§ Your goal:
One number is the whole answer: how many lines of the records include "from".
===== Data to use =====
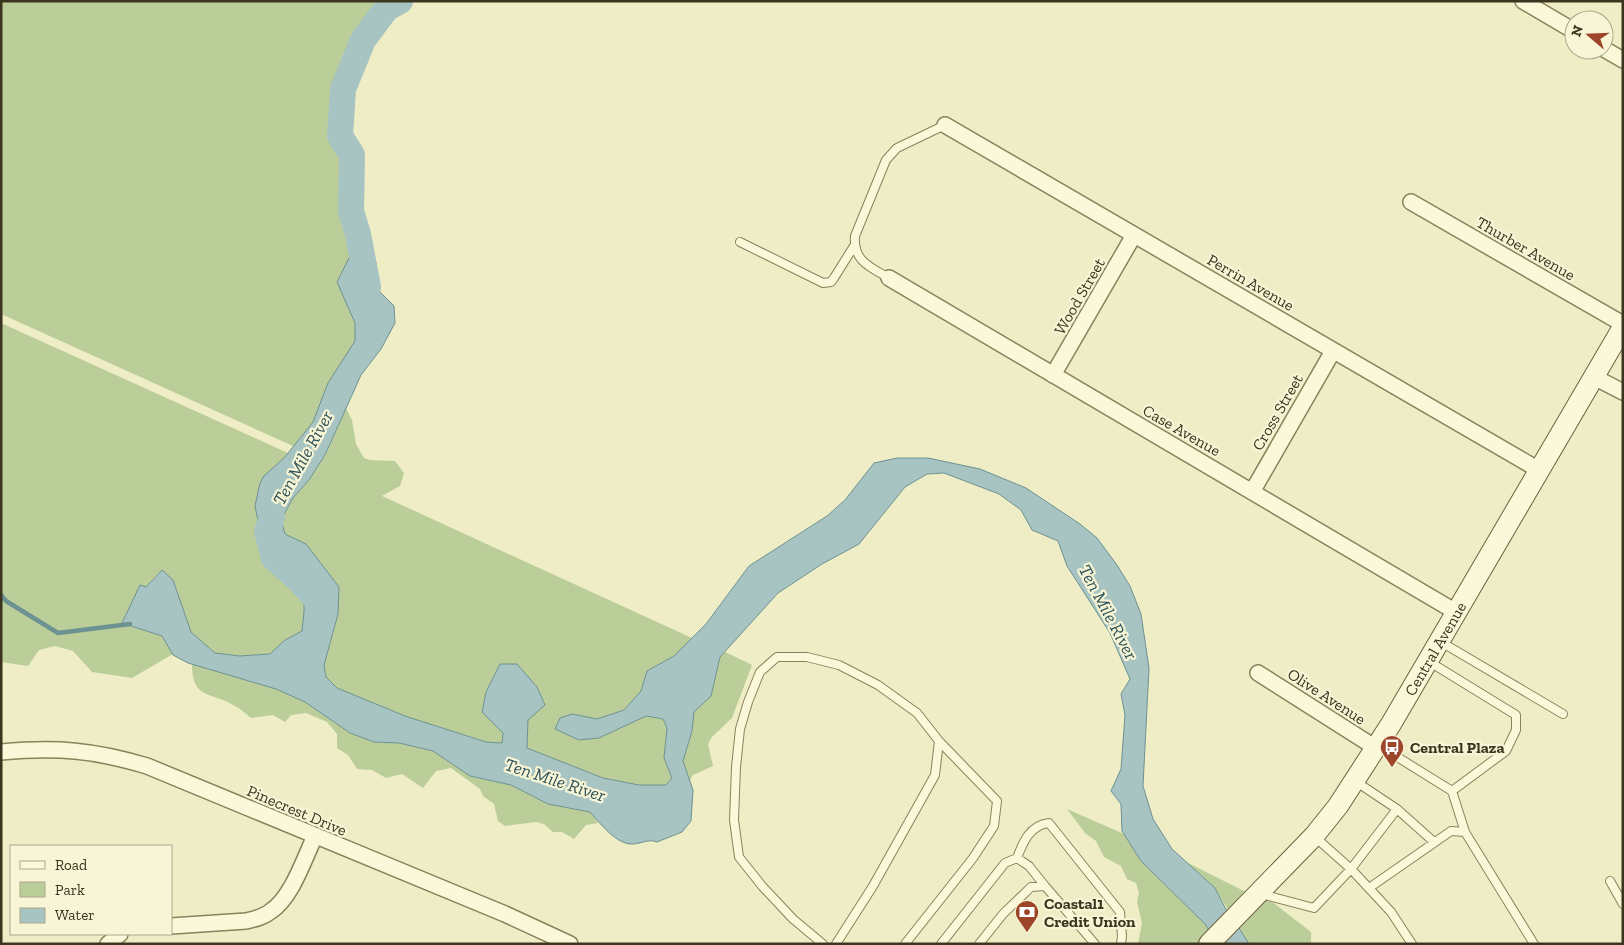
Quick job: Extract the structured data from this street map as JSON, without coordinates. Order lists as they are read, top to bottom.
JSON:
{
  "streets": {
    "main road": ["Central Avenue"],
    "street": [
      "Thurber Avenue",
      "Perrin Avenue",
      "Wood Street",
      "Cross Street",
      "Case Avenue",
      "Olive Avenue",
      "Pinecrest Drive"
    ]
  },
  "crossings": [
    ["Thurber Avenue", "Central Avenue"],
    ["Perrin Avenue", "Wood Street"],
    ["Perrin Avenue", "Cross Street"],
    ["Perrin Avenue", "Central Avenue"],
    ["Wood Street", "Case Avenue"],
    ["Cross Street", "Case Avenue"],
    ["Case Avenue", "Central Avenue"],
    ["Central Avenue", "Olive Avenue"]
  ],
  "water": ["Ten Mile River"],
  "places": {
    "bus stop": ["Central Plaza"],
    "bank": ["Coastal1 Credit Union"]
  },
  "legend": ["Road", "Park", "Water"],
  "north": "left"
}
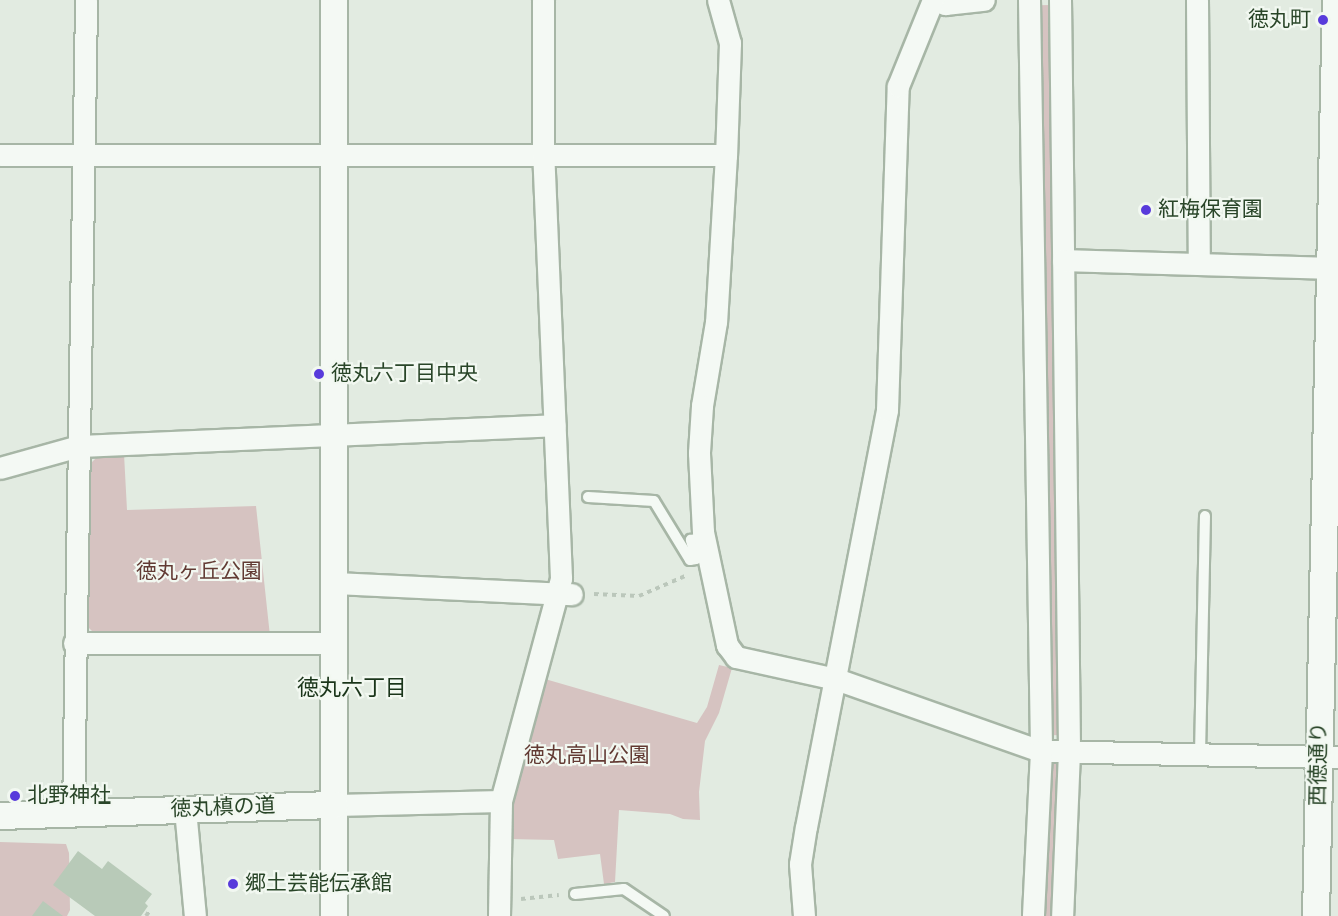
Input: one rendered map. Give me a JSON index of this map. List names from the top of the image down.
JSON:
{
  "streets": {
    "street": ["西徳通り", "徳丸槙の道"]
  },
  "districts": ["徳丸六丁目"],
  "parks": ["徳丸ヶ丘公園", "徳丸高山公園"],
  "places": [
    "徳丸町",
    "紅梅保育園",
    "徳丸六丁目中央",
    "北野神社",
    "郷土芸能伝承館"
  ]
}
=====
§ Solution below:
2